• Task objective: When you find the word "then" in a line of the entries, please copy the whole line.

Stored items
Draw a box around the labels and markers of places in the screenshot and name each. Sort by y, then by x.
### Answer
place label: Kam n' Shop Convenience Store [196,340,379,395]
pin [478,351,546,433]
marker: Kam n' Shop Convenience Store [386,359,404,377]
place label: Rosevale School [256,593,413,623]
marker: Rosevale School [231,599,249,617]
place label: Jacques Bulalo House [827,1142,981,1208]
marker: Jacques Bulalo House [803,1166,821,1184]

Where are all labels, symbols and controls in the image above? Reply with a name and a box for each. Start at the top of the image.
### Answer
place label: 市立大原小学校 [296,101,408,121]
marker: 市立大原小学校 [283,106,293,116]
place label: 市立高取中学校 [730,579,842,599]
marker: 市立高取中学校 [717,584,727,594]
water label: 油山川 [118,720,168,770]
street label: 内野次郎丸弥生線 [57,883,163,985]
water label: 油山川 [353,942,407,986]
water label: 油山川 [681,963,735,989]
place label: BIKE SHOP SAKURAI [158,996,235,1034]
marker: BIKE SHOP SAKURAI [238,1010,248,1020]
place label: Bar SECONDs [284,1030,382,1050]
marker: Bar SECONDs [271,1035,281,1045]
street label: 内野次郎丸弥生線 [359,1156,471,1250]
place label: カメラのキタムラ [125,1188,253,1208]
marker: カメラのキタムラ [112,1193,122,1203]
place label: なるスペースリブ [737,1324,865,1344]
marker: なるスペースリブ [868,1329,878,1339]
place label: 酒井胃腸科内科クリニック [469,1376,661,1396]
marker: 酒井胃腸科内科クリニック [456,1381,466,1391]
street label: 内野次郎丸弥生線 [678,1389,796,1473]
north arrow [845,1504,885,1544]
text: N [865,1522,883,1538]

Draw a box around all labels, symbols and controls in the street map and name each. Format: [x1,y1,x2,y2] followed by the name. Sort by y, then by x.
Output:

• Task result:
Draw a box around the labels and markers of places in the screenshot and name each. Sort by y, then by x.
Draw a box around all labels, symbols and controls in the street map and name each. Format: [x1,y1,x2,y2] followed by the name. Sort by y, then by x.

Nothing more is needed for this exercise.